(ENTRIES SUPPLIED)
========================

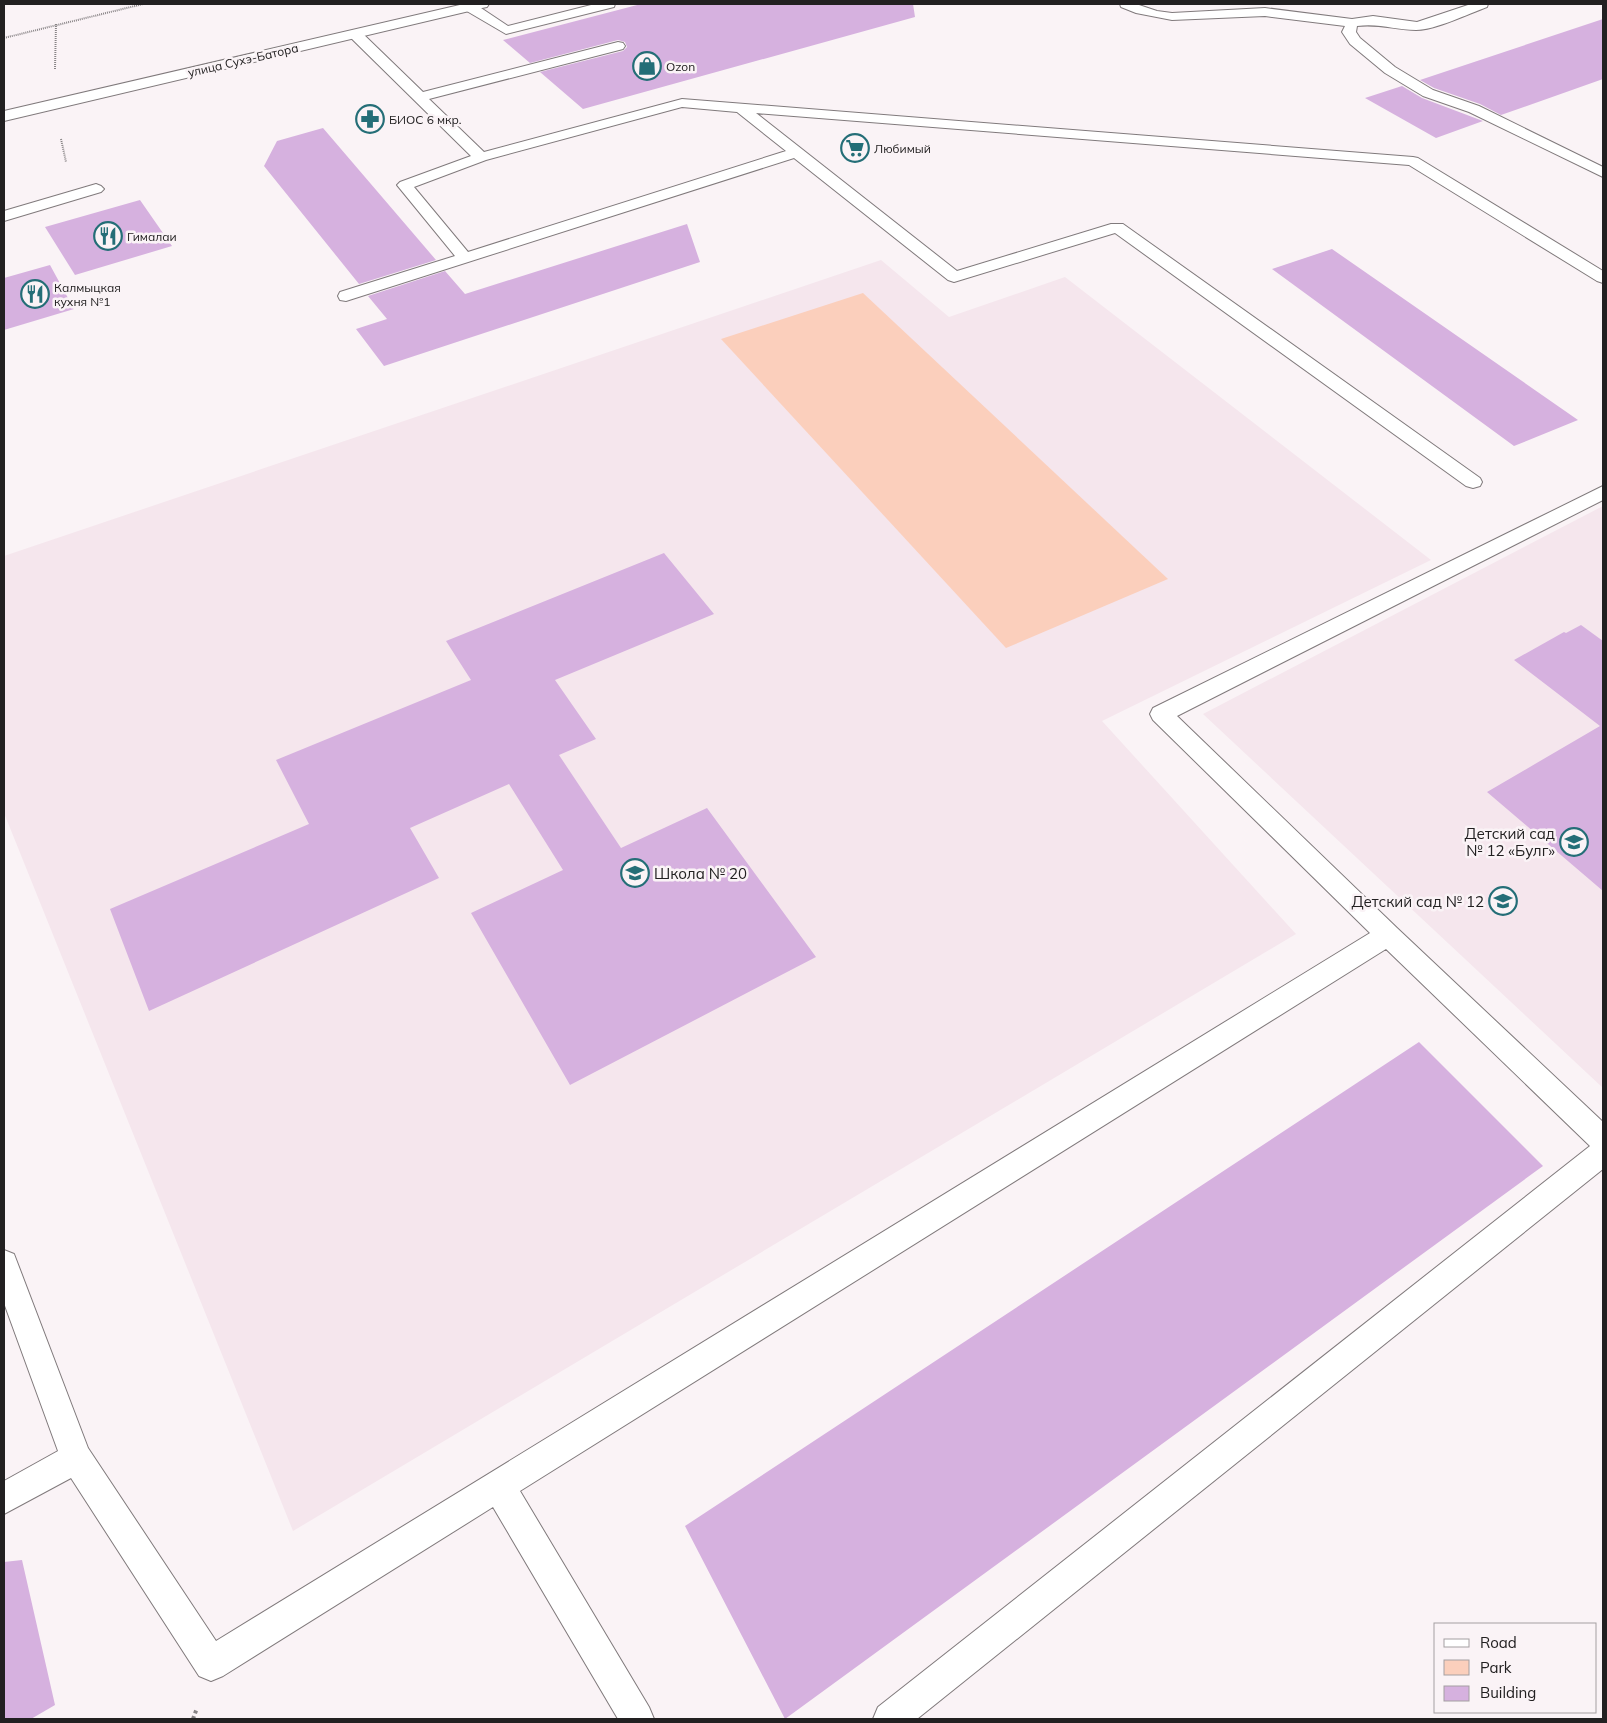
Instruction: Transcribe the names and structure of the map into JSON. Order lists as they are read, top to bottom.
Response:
{
  "streets": {
    "main road": ["улица Сухэ-Батора"]
  },
  "places": {
    "shop": ["Ozon"],
    "pharmacy": ["БИОС 6 мкр."],
    "supermarket": ["Любимый"],
    "restaurant": ["Гималаи", "Калмыцкая кухня №1"],
    "school or university": ["Детский сад № 12 «Булг»", "Школа № 20", "Детский сад № 12"]
  },
  "legend": ["Road", "Park", "Building"]
}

========================

(DESCRIPTION OF THE TASK)
The listing above is to be retyped exactly, with all pictures left out.

(RESPONSE TO THIS EXERCISE)
Instruction: Transcribe the names and structure of the map into JSON. Order lists as they are read, top to bottom.
Response:
{
  "streets": {
    "main road": ["улица Сухэ-Батора"]
  },
  "places": {
    "shop": ["Ozon"],
    "pharmacy": ["БИОС 6 мкр."],
    "supermarket": ["Любимый"],
    "restaurant": ["Гималаи", "Калмыцкая кухня №1"],
    "school or university": ["Детский сад № 12 «Булг»", "Школа № 20", "Детский сад № 12"]
  },
  "legend": ["Road", "Park", "Building"]
}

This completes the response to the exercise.